STUDY MATERIAL
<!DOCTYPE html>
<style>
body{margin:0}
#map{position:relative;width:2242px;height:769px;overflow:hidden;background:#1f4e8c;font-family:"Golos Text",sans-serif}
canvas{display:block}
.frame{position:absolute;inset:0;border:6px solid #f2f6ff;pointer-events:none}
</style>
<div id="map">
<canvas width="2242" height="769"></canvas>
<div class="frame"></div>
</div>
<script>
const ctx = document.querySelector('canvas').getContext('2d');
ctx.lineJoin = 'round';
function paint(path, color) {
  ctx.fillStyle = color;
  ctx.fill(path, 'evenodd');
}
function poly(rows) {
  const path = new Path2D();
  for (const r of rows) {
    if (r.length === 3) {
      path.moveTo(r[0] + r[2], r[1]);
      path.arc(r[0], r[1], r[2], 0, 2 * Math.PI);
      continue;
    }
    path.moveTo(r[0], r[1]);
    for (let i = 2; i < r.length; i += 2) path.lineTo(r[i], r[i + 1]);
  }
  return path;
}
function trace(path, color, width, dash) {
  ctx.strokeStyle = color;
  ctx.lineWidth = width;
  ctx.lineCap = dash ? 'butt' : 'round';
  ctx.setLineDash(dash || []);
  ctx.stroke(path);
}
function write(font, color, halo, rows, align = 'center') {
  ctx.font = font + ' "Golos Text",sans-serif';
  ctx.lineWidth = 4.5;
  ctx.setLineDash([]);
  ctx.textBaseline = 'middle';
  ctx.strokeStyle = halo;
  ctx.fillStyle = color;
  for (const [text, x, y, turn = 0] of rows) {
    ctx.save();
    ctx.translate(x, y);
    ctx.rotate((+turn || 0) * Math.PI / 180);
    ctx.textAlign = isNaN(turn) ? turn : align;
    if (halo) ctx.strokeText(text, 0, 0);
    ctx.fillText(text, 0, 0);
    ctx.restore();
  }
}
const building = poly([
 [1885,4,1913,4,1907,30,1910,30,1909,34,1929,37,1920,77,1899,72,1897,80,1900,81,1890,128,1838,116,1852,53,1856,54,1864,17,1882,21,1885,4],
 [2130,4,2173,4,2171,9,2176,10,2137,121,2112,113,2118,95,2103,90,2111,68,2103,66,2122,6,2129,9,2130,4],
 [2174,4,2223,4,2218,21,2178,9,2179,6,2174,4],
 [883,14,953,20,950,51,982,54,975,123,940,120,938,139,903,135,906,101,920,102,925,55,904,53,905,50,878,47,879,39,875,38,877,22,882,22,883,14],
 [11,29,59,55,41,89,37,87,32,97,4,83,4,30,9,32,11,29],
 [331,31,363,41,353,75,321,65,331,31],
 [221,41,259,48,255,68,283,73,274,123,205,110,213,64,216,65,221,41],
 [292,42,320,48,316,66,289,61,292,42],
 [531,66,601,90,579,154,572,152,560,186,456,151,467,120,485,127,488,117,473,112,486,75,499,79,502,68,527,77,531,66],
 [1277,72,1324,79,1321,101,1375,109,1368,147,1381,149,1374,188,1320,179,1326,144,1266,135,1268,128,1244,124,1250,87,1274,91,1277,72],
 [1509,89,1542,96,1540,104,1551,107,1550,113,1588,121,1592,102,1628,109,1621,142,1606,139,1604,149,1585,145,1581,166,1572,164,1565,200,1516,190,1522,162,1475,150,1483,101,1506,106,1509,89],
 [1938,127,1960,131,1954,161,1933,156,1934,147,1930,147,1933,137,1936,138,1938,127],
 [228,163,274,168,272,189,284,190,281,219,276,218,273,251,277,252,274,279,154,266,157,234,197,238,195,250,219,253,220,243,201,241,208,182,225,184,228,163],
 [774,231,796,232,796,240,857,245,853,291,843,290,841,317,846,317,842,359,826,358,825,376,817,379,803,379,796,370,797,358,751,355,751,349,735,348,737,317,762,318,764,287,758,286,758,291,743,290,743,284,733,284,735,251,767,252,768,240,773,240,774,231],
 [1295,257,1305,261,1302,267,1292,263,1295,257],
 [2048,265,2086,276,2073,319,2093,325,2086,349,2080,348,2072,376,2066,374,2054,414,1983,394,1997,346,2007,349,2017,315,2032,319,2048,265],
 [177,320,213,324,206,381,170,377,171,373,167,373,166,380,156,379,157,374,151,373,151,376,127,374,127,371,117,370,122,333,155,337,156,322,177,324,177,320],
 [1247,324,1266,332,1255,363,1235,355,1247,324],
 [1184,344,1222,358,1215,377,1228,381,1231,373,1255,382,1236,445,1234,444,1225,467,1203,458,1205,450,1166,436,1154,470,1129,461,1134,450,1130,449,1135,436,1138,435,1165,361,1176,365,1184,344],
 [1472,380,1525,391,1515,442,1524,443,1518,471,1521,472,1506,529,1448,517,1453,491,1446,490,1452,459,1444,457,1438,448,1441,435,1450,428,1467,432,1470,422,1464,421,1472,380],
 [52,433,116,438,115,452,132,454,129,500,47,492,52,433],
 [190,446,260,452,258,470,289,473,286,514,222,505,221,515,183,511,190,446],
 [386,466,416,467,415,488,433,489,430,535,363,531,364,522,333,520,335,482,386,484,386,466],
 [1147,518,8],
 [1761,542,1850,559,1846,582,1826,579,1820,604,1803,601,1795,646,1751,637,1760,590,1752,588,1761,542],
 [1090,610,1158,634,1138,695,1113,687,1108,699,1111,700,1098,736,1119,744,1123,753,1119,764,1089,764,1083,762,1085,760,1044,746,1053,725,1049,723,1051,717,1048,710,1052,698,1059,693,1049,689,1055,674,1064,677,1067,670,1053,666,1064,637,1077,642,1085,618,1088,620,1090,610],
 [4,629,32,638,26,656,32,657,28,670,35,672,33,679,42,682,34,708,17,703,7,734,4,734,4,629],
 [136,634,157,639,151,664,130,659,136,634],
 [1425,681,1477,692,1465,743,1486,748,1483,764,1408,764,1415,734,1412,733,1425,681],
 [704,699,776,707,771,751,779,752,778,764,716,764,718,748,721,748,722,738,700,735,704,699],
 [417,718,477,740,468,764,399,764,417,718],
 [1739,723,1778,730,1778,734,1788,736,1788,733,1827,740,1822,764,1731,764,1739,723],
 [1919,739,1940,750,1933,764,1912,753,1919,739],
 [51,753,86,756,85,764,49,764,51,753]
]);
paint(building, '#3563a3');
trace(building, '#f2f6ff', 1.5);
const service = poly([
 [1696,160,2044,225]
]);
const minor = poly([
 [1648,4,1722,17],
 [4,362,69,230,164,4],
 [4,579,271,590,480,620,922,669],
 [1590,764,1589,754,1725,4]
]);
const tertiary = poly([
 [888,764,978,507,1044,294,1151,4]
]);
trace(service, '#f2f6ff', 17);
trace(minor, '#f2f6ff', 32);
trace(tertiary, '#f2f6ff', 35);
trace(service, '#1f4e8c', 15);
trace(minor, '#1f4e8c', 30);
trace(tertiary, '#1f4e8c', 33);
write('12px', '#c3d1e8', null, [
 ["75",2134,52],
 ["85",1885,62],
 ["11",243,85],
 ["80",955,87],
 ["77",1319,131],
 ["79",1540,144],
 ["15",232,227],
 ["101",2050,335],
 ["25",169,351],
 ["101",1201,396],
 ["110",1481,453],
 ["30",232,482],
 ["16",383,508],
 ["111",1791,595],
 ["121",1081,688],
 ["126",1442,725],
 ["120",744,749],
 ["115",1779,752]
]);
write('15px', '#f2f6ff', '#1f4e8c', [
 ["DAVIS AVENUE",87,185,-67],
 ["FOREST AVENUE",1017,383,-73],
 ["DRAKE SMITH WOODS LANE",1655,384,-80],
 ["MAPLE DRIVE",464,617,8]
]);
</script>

THE TASK
Of all the entries above, output exactly the lines between the one holding "for (let i = 2;" and the one holding "ctx.textBaseline = 'middle';", inclusive.

RESULT BELOW
    for (let i = 2; i < r.length; i += 2) path.lineTo(r[i], r[i + 1]);
  }
  return path;
}
function trace(path, color, width, dash) {
  ctx.strokeStyle = color;
  ctx.lineWidth = width;
  ctx.lineCap = dash ? 'butt' : 'round';
  ctx.setLineDash(dash || []);
  ctx.stroke(path);
}
function write(font, color, halo, rows, align = 'center') {
  ctx.font = font + ' "Golos Text",sans-serif';
  ctx.lineWidth = 4.5;
  ctx.setLineDash([]);
  ctx.textBaseline = 'middle';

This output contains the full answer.